Cancer Immunol Res. 2026 Jan 27:OF1-OF13. doi: 10.1158/2326-6066.CIR-25-0256. Online ahead of print.
ABSTRACT
Subcutaneous administration is an increasingly patient-preferred, alternative route of administration for monoclonal antibodies (mAb). To overcome the dose-volume restriction with subcutaneous administration and enable the large mAb doses typically required for immunotherapy, recombinant human hyaluronidase PH20 is co-dosed to transiently depolymerize hyaluronan at the injection site. Despite increasing clinical approvals and clinical trials of combination products with PH20, the potential impact of PH20 in facilitating intravenous-to-subcutaneous dose switching is largely unknown. In this study, we investigated whether increased lymphatic drainage via subcutaneous administration with PH20 co-dosing could improve the efficacy of anti-CTLA4 (αCTLA4) by increasing mAb access to the site of antitumor immunomodulation at the tumor-draining lymph node (TDLN). We showed that subcutaneous administration with PH20 significantly enhanced TDLN exposure of αCTLA4. In murine tumor models (CT26/HAS or MC38/OVA), this translated to improved tumor control compared with intravenous, and was either more efficacious or noninferior to subcutaneous alone.

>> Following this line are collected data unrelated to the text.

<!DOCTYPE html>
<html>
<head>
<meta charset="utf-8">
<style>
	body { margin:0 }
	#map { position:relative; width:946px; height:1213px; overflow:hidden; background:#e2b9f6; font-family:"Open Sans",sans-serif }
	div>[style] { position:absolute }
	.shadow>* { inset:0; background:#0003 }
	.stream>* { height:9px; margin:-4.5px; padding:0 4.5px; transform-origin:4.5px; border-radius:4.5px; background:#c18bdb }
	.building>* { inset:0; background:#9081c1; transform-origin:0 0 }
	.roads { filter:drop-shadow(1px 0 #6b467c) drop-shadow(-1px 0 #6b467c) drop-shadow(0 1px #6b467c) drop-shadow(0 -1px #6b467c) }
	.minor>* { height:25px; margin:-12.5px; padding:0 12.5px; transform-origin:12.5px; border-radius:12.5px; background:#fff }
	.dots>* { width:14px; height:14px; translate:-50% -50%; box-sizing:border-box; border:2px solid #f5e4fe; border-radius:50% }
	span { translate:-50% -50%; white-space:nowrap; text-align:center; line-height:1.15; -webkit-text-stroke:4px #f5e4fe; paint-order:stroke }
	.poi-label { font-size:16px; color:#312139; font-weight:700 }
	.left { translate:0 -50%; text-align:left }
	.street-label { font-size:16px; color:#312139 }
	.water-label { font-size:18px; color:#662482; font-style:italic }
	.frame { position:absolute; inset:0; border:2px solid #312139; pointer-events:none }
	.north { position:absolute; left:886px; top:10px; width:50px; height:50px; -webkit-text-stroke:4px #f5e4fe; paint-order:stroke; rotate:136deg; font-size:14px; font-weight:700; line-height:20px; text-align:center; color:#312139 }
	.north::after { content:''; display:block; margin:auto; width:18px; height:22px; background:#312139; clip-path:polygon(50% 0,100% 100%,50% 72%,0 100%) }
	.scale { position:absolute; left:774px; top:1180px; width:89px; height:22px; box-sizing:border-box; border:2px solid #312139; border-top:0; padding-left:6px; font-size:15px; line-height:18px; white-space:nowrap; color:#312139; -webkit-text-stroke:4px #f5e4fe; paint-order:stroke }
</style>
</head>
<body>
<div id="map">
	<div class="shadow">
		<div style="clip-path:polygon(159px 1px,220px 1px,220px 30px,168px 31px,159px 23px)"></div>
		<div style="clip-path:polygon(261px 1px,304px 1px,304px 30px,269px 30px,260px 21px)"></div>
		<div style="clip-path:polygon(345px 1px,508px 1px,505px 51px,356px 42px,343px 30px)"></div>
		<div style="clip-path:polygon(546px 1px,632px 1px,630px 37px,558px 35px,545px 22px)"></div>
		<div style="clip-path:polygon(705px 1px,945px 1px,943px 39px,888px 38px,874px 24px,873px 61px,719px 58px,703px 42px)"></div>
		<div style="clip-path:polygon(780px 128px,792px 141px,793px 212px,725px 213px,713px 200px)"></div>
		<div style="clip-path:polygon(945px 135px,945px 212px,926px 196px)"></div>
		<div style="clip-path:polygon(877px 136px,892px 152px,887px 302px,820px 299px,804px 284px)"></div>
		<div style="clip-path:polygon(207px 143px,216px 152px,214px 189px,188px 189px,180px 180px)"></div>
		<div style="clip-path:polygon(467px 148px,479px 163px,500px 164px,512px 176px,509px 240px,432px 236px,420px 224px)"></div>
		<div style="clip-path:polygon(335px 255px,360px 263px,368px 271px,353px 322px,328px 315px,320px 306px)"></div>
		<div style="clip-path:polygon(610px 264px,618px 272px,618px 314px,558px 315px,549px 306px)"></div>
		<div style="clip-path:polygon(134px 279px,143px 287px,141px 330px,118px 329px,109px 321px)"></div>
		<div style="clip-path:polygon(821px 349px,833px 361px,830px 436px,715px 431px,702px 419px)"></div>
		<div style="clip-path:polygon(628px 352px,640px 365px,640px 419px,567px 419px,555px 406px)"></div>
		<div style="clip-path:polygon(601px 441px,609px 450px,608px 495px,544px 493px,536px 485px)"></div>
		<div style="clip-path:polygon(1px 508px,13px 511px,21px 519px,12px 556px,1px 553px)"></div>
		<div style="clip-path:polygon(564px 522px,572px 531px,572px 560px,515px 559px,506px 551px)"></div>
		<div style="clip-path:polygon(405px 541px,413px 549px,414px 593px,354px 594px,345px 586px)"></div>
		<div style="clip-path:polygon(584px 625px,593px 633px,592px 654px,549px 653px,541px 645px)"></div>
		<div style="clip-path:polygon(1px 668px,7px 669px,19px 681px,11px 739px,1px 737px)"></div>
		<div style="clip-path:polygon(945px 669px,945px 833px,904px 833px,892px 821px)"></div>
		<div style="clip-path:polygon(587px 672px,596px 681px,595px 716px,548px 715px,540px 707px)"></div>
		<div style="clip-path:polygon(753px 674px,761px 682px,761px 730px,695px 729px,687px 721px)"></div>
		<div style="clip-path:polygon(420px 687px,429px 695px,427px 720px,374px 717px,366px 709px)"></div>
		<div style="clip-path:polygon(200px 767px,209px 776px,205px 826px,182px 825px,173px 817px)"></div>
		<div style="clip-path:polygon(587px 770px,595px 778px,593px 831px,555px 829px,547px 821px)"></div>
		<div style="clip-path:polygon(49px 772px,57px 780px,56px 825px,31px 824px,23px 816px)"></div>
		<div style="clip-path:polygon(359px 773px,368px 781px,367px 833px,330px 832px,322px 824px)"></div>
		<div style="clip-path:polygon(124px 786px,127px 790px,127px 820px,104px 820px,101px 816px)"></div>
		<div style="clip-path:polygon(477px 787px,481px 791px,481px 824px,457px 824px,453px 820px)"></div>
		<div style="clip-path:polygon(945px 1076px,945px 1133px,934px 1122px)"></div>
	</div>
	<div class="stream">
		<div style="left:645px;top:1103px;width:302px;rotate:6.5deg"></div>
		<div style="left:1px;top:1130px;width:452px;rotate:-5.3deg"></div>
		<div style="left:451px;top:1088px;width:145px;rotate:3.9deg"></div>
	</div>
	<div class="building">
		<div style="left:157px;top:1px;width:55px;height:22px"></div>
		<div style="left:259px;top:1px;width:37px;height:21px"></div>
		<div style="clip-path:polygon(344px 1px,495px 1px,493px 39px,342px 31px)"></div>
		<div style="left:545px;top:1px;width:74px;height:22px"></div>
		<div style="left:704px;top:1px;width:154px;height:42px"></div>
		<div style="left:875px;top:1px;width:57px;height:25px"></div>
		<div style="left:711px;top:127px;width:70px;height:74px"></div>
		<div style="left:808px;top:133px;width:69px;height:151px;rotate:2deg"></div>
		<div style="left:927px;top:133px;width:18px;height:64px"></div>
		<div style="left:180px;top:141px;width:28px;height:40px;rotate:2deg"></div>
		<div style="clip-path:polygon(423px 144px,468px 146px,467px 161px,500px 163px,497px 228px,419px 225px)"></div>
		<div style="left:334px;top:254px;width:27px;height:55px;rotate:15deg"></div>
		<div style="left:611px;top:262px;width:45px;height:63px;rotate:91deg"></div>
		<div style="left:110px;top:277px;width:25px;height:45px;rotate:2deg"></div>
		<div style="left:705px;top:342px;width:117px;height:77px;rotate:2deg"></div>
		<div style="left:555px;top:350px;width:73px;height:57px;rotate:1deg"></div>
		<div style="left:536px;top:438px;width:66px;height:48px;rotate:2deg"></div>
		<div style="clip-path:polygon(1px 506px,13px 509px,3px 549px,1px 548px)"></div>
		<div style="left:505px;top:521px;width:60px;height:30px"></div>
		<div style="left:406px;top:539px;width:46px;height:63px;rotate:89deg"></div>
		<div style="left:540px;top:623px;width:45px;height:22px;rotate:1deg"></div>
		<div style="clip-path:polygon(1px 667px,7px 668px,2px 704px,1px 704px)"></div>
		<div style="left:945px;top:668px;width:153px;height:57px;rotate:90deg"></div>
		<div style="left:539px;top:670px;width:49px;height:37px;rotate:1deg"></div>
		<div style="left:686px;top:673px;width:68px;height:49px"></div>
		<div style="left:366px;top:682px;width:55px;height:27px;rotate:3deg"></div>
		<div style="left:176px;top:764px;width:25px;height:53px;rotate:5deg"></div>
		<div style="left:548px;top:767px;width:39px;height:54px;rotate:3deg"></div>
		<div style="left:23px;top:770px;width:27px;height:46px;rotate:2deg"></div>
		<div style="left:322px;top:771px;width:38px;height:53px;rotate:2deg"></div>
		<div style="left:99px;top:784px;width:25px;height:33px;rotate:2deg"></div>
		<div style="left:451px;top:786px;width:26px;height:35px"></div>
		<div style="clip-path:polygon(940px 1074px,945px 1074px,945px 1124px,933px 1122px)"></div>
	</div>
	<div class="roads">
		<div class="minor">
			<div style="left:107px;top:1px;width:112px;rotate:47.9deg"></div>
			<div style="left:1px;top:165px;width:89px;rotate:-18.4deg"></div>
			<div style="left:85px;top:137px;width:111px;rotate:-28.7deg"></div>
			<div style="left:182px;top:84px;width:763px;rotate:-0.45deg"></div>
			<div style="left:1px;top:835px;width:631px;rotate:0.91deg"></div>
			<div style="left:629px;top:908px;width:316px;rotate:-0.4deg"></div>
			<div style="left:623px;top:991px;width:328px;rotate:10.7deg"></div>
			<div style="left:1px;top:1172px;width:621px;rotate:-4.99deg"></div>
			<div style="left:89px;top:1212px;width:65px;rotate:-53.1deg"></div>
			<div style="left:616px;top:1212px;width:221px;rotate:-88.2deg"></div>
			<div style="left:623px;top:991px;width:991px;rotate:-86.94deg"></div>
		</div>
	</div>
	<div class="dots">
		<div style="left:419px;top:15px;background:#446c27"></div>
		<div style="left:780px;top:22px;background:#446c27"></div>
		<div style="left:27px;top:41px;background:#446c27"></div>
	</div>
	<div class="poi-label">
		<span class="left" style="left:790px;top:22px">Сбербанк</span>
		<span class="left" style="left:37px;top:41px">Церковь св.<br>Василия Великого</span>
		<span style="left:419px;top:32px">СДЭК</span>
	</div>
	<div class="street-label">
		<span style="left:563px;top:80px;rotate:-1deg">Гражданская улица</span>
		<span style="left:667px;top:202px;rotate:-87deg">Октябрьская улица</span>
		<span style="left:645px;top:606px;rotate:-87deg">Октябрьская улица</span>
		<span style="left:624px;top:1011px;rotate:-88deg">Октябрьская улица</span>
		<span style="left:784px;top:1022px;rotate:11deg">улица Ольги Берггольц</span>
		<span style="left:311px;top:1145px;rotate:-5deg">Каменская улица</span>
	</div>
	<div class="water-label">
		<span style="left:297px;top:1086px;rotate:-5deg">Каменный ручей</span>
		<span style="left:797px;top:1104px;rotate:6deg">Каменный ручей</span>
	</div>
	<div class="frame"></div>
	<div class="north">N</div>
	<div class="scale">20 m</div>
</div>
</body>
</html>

Greater efficacy occurred concomitantly with increased cytotoxic effector CD8+ T cells in the tumor and CD62L+ stem-like CD8+ T cells in the TDLN. This was due to increased mAb access to CTLA4+ T-cell populations at the TDLN and was only preserved at a lower mAb dose after subcutaneous administration with PH20. The efficacy advantage of subcutaneous administration with PH20 was primarily apparent for TDLN-targeted mAb (αCTLA4), as combination therapy with a non-TDLN-targeted mAb (αTIM3) was similarly efficacious regardless of dose routes. Overall, our study highlights the potential utility of PH20 to improve TDLN-targeted immunotherapy.